Work task >>
Omit the images. Reproduce each line of the records exactly as it appears.
━━━━━ Information
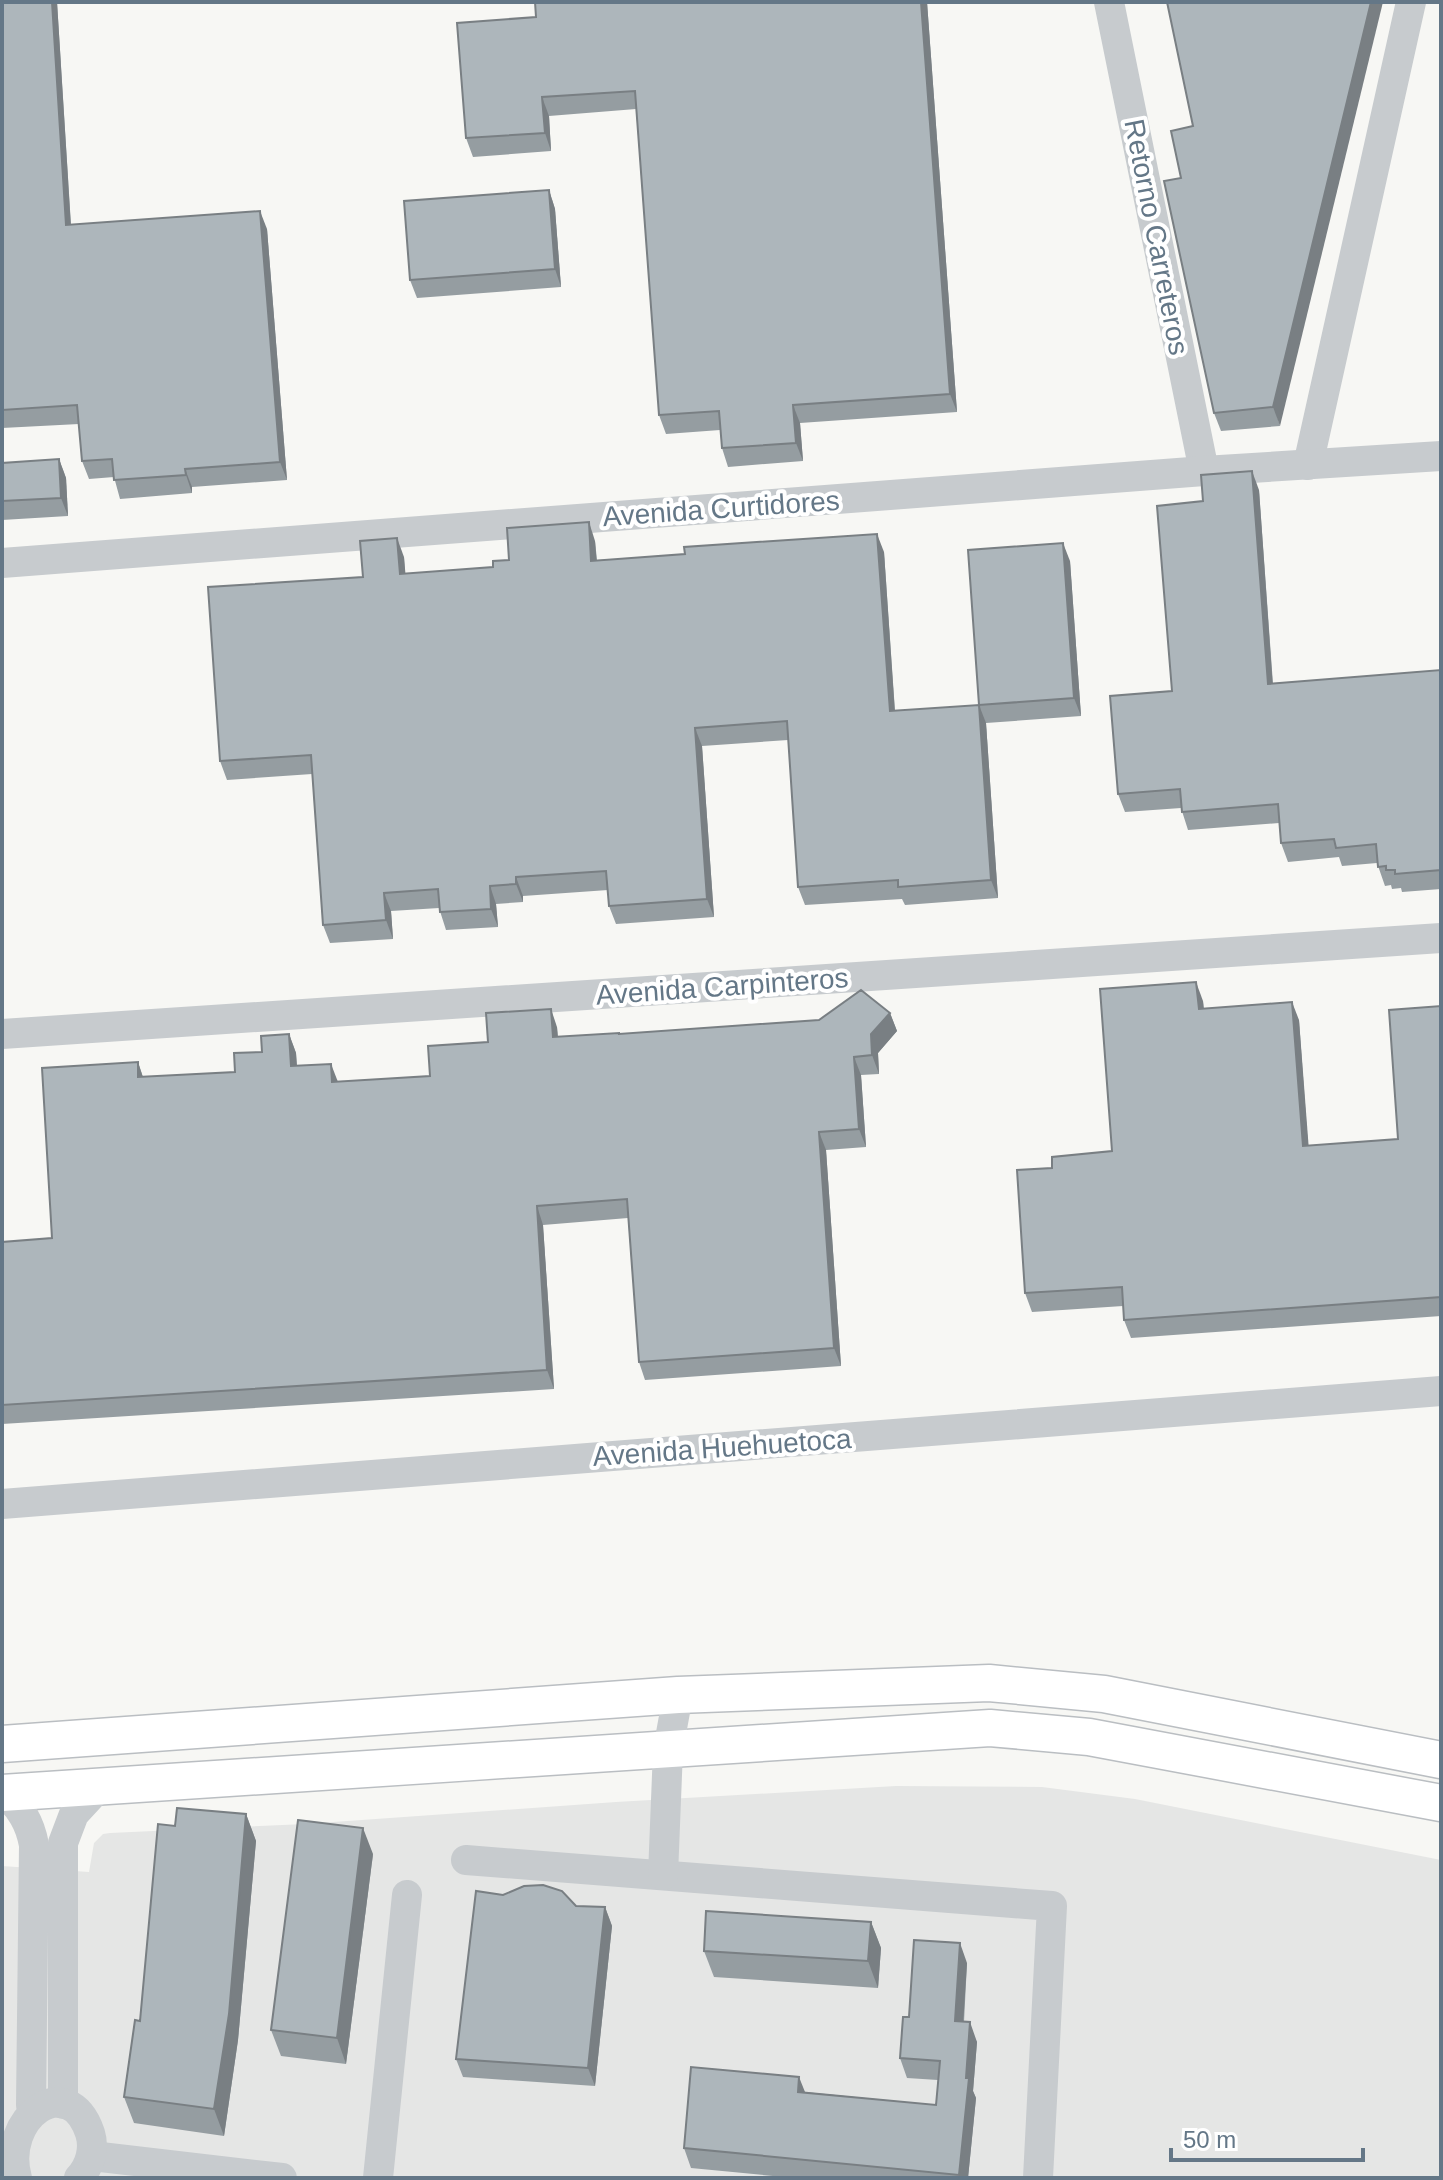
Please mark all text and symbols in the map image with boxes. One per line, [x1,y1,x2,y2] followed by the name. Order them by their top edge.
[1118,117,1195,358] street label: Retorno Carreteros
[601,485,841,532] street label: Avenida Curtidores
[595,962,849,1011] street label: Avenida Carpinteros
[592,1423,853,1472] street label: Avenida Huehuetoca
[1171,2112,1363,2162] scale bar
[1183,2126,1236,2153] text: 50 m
━━━━━━━━━━
Solution to the problem >>
Please mark all text and symbols in the map image with boxes. One per line, [x1,y1,x2,y2] followed by the name. Order them by their top edge.
[1118,117,1195,358] street label: Retorno Carreteros
[601,485,841,532] street label: Avenida Curtidores
[595,962,849,1011] street label: Avenida Carpinteros
[592,1423,853,1472] street label: Avenida Huehuetoca
[1171,2112,1363,2162] scale bar
[1183,2126,1236,2153] text: 50 m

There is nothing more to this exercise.